## WHAT NEEDS TO BE DONE:
Scan the entries below for the word "text". Copy each line that has it.

## DATA FOR THIS EXERCISE:
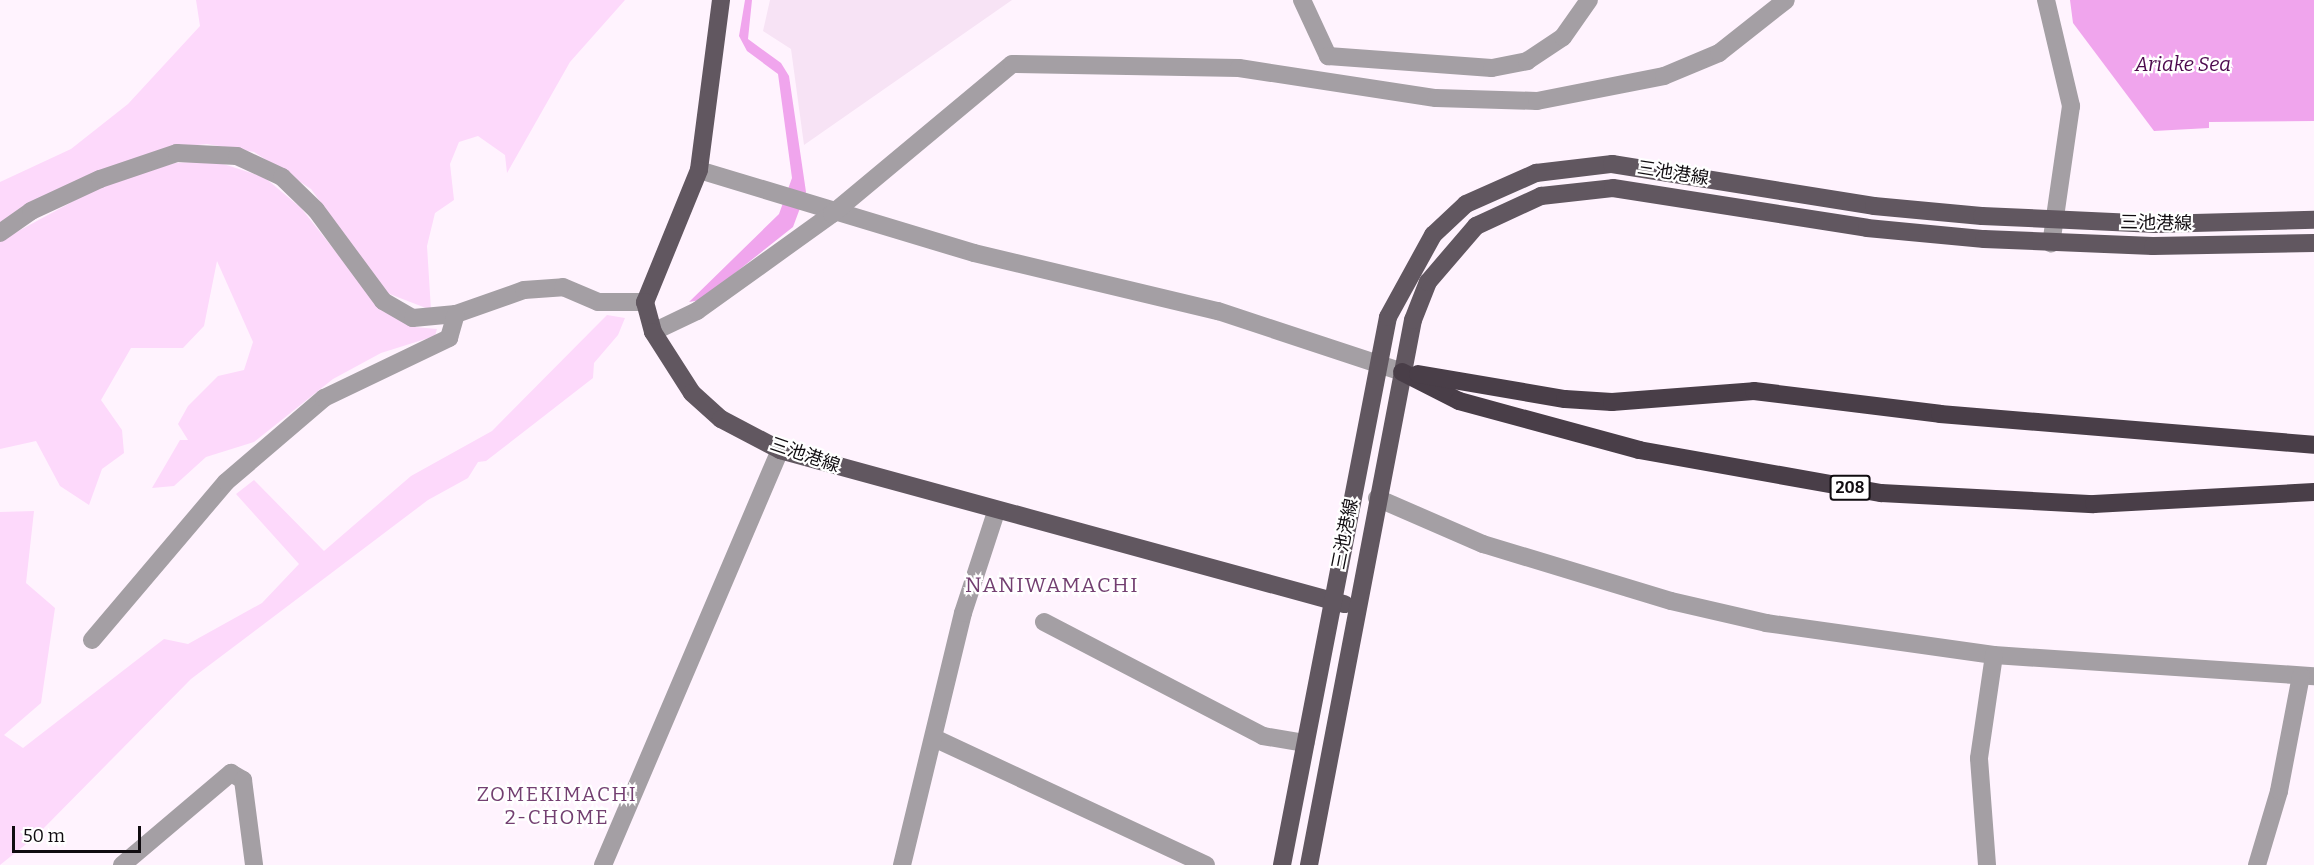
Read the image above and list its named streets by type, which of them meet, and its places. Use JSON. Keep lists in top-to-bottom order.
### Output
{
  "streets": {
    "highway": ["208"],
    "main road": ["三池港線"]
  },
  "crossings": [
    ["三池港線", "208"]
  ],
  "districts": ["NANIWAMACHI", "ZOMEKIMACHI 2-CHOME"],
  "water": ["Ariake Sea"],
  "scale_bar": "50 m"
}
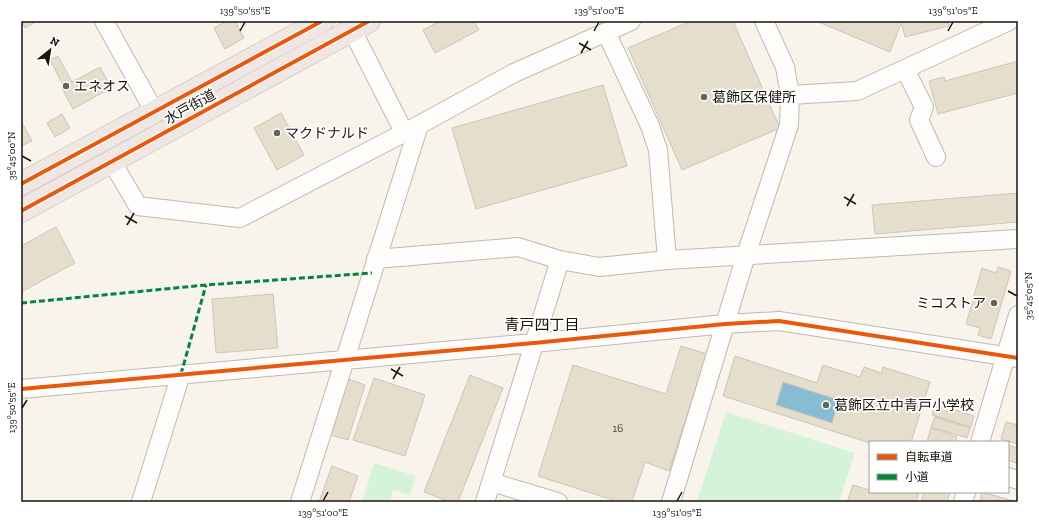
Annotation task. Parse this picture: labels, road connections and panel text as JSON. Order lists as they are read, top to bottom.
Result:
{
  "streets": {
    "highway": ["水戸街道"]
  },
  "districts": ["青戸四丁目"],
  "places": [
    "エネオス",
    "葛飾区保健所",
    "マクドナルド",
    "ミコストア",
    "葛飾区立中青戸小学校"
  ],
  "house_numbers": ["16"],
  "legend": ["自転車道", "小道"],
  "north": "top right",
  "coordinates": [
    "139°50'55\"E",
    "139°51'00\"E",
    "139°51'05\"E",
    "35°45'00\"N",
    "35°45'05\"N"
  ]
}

==

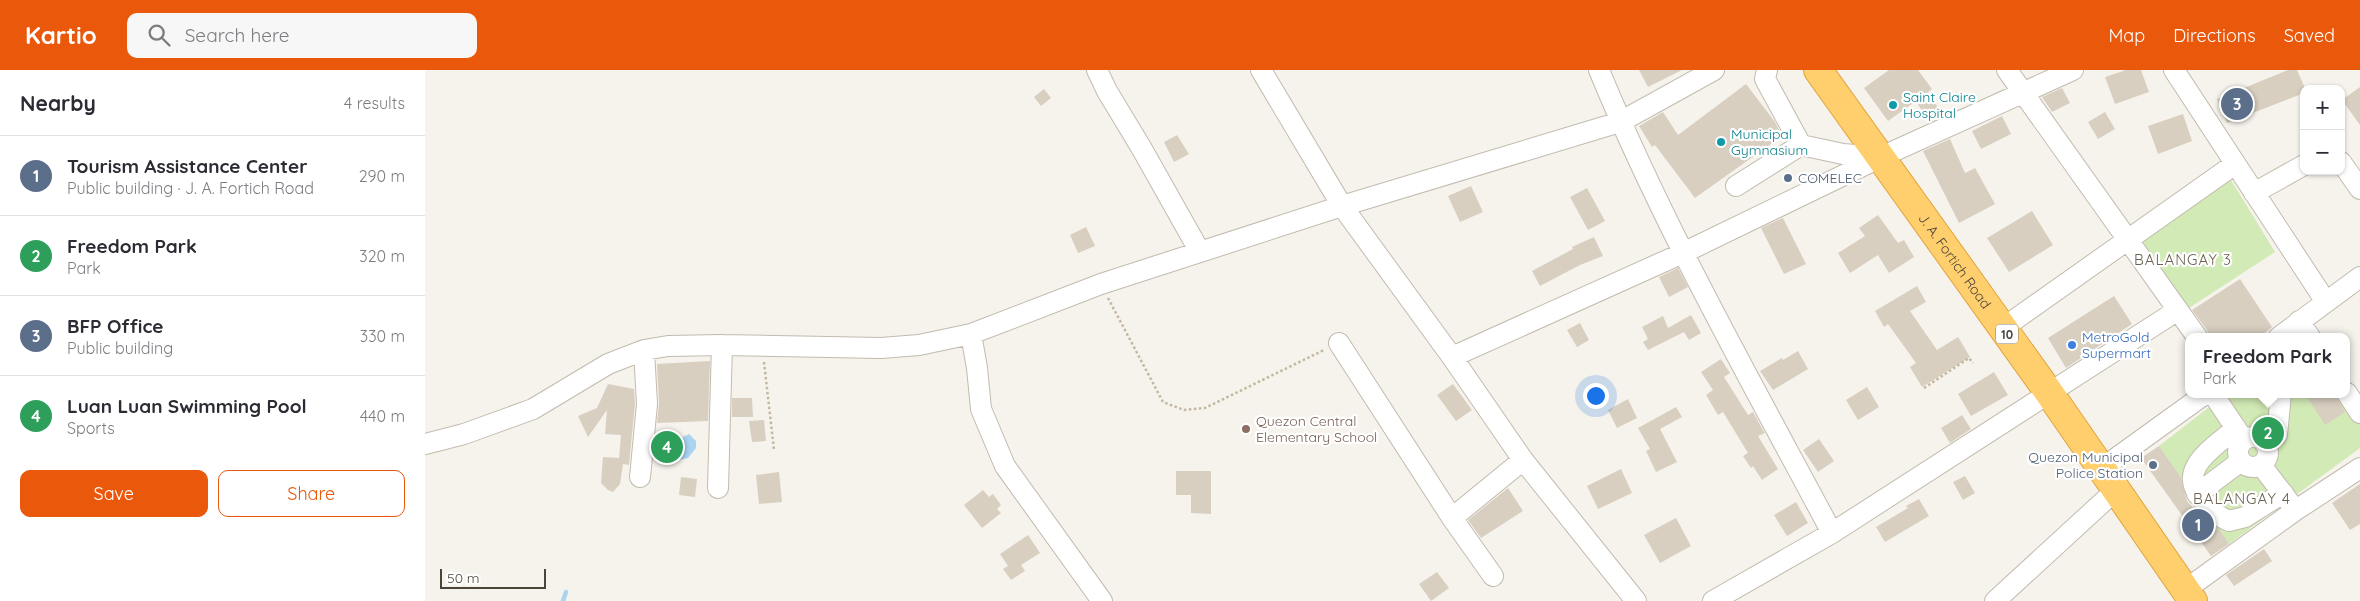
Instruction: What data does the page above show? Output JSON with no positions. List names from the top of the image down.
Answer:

...

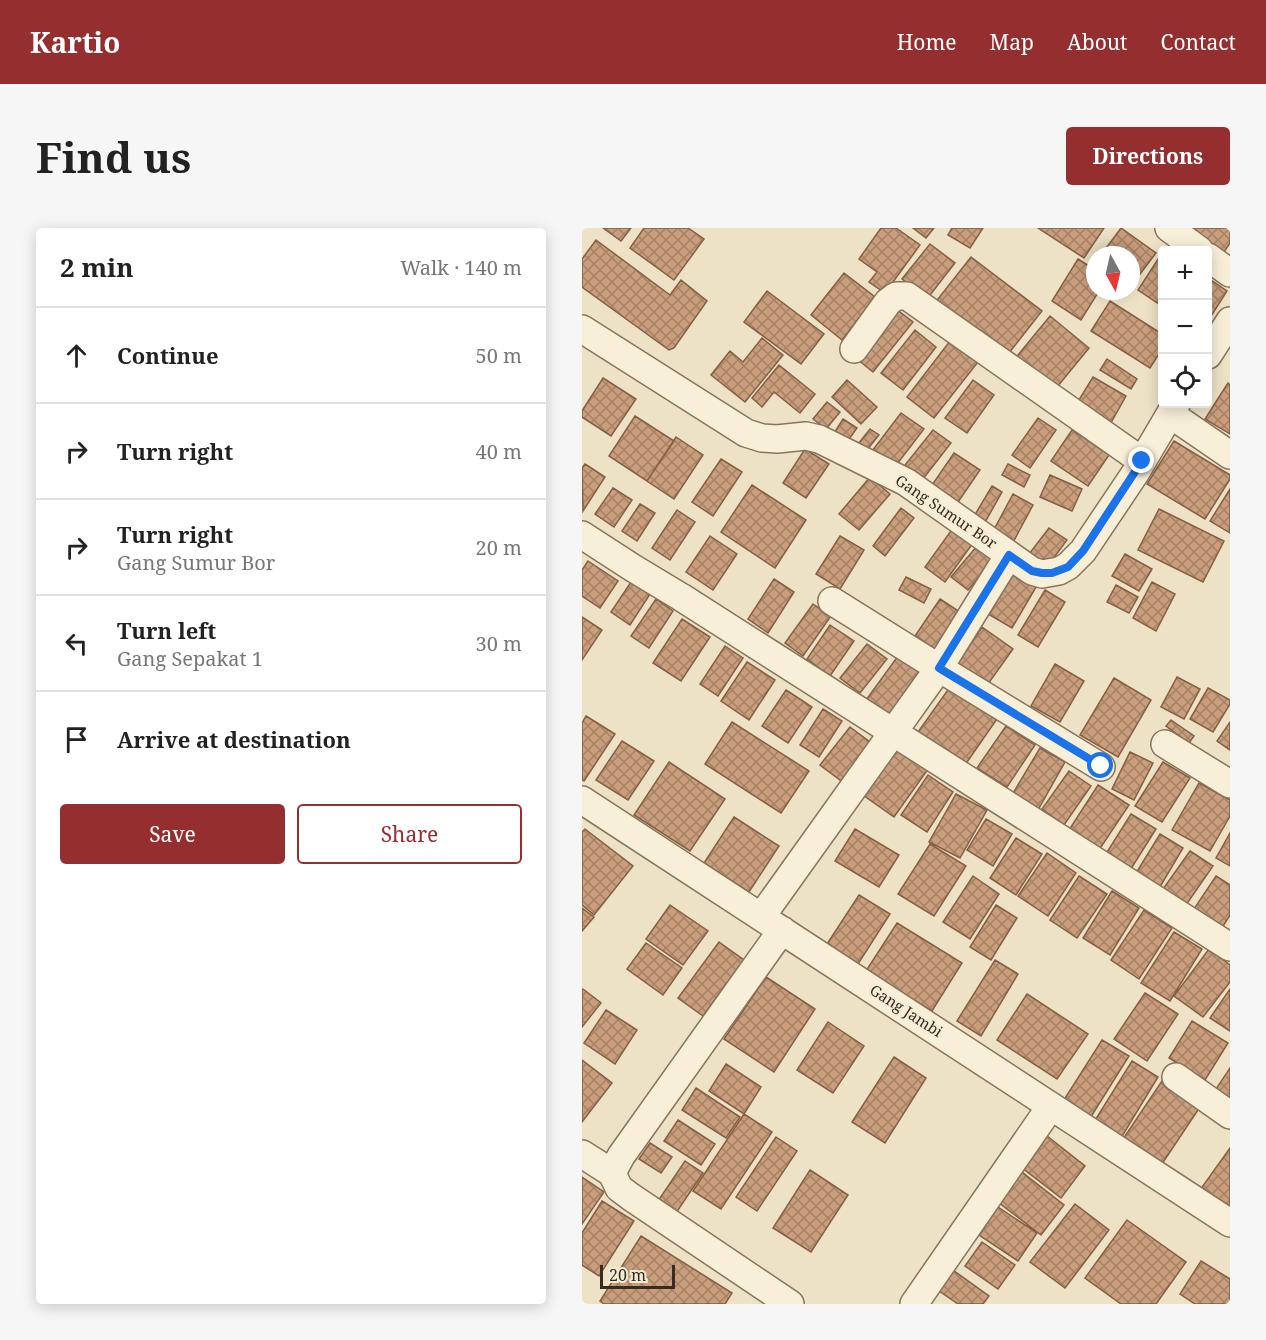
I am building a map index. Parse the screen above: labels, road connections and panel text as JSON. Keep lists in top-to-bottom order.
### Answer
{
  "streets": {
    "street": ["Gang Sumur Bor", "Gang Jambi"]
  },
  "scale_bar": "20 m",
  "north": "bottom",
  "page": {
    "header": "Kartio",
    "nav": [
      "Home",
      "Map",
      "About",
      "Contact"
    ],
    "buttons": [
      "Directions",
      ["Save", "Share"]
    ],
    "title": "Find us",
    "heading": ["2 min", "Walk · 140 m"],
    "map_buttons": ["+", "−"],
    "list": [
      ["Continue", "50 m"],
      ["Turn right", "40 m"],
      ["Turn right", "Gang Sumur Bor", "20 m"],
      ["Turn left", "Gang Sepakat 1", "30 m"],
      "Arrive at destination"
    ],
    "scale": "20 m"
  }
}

## EXPECTED ANSWER:
Annotation task. Parse this picture: labels, road connections and panel text as JSON. Order lists as they are read, top to bottom.
I am building a map index. Parse the screen above: labels, road connections and panel text as JSON. Keep lists in top-to-bottom order.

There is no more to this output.